An important feature of these early life studies is their focus on short-term effects in young children. To the best of our knowledge, only three prior studies --ours and two others-- have investigated the long-term neurotoxic impacts of early life exposure to solvents. An Israeli study found a 3.4-fold increased risk of schizophrenia among offspring of parents who worked in dry cleaning during their gestation and childhood [55], and a Danish study found a 3.2-fold increased risk of schizophrenia among individuals who were exposed to high levels of benzene air pollution during early life [56].

Our cohort study investigated a wider variety of neurotoxic effects, including drug use among individuals with prenatal and early childhood PCE exposure [26, 27, 57]. Moreover, our prior analyses found that individuals who were exposed to PCE-contaminated drinking water in early life experienced 30–40% increases in the risk of using multiple drugs as a teenager or as an adult [27]. We also found that early life PCE exposure was associated with increased risks of mood disturbances and diminished performance on tests of learning, memory, attention, and executive functioning [26].

The mechanism by which PCE and related solvents may cause neurotoxic effects is presently unknown [6]. Furthermore, to the best of our knowledge, no one has investigated how early life PCE exposure might contribute to the multifactorial etiology of drug use disorder [30, 31]. However, available evidence suggests that PCE may exert neurotoxic actions via the peroxidation of cell membrane lipids [32], changes in the fatty acids in the brain [33], demyelination of nerve cells [34], and changes in ligand-gated ion channel activity involving the following receptors: GABAA, glycine, NMDA, glutamate kainite, and AMPA (e.g., (35–39)).

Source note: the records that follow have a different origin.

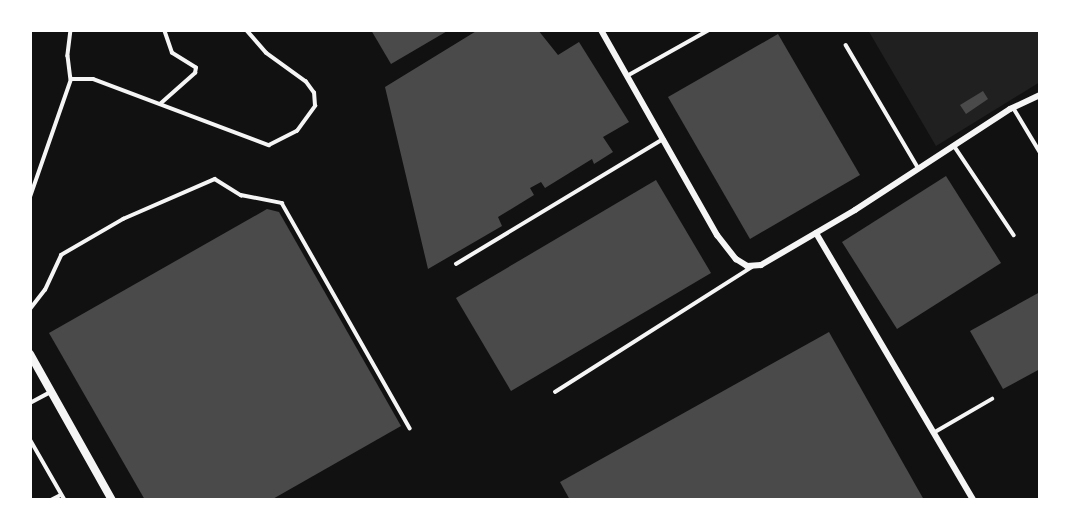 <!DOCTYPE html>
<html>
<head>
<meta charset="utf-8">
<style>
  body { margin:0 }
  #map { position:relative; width:1070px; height:530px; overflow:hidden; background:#111; font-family:Arial,sans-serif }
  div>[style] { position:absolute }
  .green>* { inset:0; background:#202020 }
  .building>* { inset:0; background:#4a4a4a }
  .service>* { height:3.5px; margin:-1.75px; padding:0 1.75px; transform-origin:1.75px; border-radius:1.75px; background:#f5f5f5 }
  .minor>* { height:6px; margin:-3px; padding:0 3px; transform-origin:3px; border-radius:3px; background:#f5f5f5 }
  .tertiary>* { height:8px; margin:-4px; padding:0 4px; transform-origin:4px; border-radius:4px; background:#f5f5f5 }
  span { translate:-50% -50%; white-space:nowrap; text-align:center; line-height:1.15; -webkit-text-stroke:6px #fff; paint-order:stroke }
  .frame { position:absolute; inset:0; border:32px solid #fff; pointer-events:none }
</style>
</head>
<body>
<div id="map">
  <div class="green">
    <div style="clip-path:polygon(868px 30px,1040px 30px,1040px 82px,936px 146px)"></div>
  </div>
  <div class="building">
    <div style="clip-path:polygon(371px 30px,449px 30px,391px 64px)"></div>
    <div style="clip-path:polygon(478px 30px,538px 30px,558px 55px,579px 42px,629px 122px,603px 137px,613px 152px,594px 164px,592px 159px,545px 188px,541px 182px,530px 188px,534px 195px,498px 217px,502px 226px,428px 269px,385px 87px)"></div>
    <div style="clip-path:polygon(778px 34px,860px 175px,750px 239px,668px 97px)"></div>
    <div style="clip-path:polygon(983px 91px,988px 99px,966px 114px,960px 105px)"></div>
    <div style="clip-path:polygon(946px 176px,1001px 263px,897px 329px,842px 242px)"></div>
    <div style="clip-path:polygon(656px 180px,711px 273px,511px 391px,456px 298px)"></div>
    <div style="clip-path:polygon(267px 209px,279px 212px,401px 426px,271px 500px,145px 500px,49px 333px)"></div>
    <div style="clip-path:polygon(1040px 292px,1040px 369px,1003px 389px,970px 331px)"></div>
    <div style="clip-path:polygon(829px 332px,924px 500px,570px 500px,560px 482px)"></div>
  </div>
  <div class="service">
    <div style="left:71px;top:30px;width:26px;rotate:97deg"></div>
    <div style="left:68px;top:56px;width:23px;rotate:83deg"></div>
    <div style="left:846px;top:45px;width:142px;rotate:59.5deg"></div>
    <div style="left:627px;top:76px;width:94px;rotate:-29.3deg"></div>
    <div style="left:160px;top:104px;width:47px;rotate:-41.5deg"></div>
    <div style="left:195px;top:73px;width:5px;rotate:-79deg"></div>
    <div style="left:196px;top:68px;width:28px;rotate:-148deg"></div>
    <div style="left:172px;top:53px;width:24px;rotate:-109deg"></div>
    <div style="left:1013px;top:107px;width:52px;rotate:59deg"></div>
    <div style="left:955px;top:147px;width:106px;rotate:56.2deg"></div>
    <div style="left:30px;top:197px;width:125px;rotate:-70.8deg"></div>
    <div style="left:71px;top:79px;width:22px"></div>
    <div style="left:93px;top:79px;width:188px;rotate:20.6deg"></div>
    <div style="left:269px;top:145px;width:31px;rotate:-27deg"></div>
    <div style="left:297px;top:131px;width:31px;rotate:-54deg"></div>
    <div style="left:315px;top:106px;width:13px;rotate:-94deg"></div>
    <div style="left:314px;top:93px;width:14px;rotate:-126deg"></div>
    <div style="left:306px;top:82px;width:49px;rotate:-144.1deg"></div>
    <div style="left:266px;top:53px;width:30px;rotate:-131deg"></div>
    <div style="left:456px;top:264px;width:242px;rotate:-31.1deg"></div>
    <div style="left:30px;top:309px;width:24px;rotate:-52deg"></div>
    <div style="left:45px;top:290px;width:38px;rotate:-65deg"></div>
    <div style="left:61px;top:255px;width:72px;rotate:-30.1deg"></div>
    <div style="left:123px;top:219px;width:100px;rotate:-23.5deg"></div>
    <div style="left:215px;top:179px;width:31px;rotate:32deg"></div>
    <div style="left:241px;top:195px;width:42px;rotate:11deg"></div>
    <div style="left:282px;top:203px;width:259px;rotate:60.4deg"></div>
    <div style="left:555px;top:392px;width:233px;rotate:-32.4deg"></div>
    <div style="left:30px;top:403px;width:21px;rotate:-28deg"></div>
    <div style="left:935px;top:432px;width:66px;rotate:-30.1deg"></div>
    <div style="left:30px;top:439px;width:70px;rotate:60.2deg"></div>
    <div style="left:51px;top:500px;width:11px;rotate:-27deg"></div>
  </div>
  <div class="minor">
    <div style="left:601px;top:30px;width:236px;rotate:60.5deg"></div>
    <div style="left:717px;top:235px;width:31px;rotate:52deg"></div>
    <div style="left:736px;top:259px;width:13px;rotate:32deg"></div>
    <div style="left:747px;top:266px;width:14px;rotate:-4deg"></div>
    <div style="left:761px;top:265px;width:109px;rotate:-30.3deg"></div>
    <div style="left:855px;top:210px;width:185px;rotate:-33.1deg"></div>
    <div style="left:1010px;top:109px;width:33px;rotate:-25deg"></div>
    <div style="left:816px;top:233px;width:310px;rotate:59.5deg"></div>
  </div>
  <div class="tertiary">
    <div style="left:30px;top:354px;width:167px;rotate:60.7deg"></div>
  </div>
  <div class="frame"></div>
</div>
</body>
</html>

It has been postulated that exposure to agents such as ethanol during synaptogenesis can trigger substantial apoptotic neurodegeneration because these agents interfere with the action of neurotransmitters and GABAA receptors [58].

The mechanism by which the neurotoxic impact of PCE exposure may be sex dependent is also not well understood. However, sex differences are quite plausible via differences in toxicokinetics. In this instance, possible explanations for a greater impact of early life exposure to chlorinated solvents such as PCE among females include increased dermal absorption [59], preferential sequestration in fat tissue which is found at higher levels in females [60], and permeability differences in the blood brain barrier [59].

In summary, the results of this study suggest that the criteria associated with drug use disorder are modestly increased among adults exposed to PCE-contaminated drinking water during gestation and early childhood. Because this study has several limitations, these findings should be confirmed in follow-up investigations of other exposed populations with more diverse racial and socioeconomic characteristics. Because PCE remains a common contaminant of public drinking water supplies, it is important to determine its long-term impacts on behavioral health.

Conclusions

We found a modest increase in the risk of having criteria for drug use disorder among adults who were exposed to PCE-contaminated drinking water during gestation and early childhood. Because this study has several limitations and PCE is a common environmental contaminant, additional long-term studies of diverse populations are needed to determine its possible impact on behavioral health.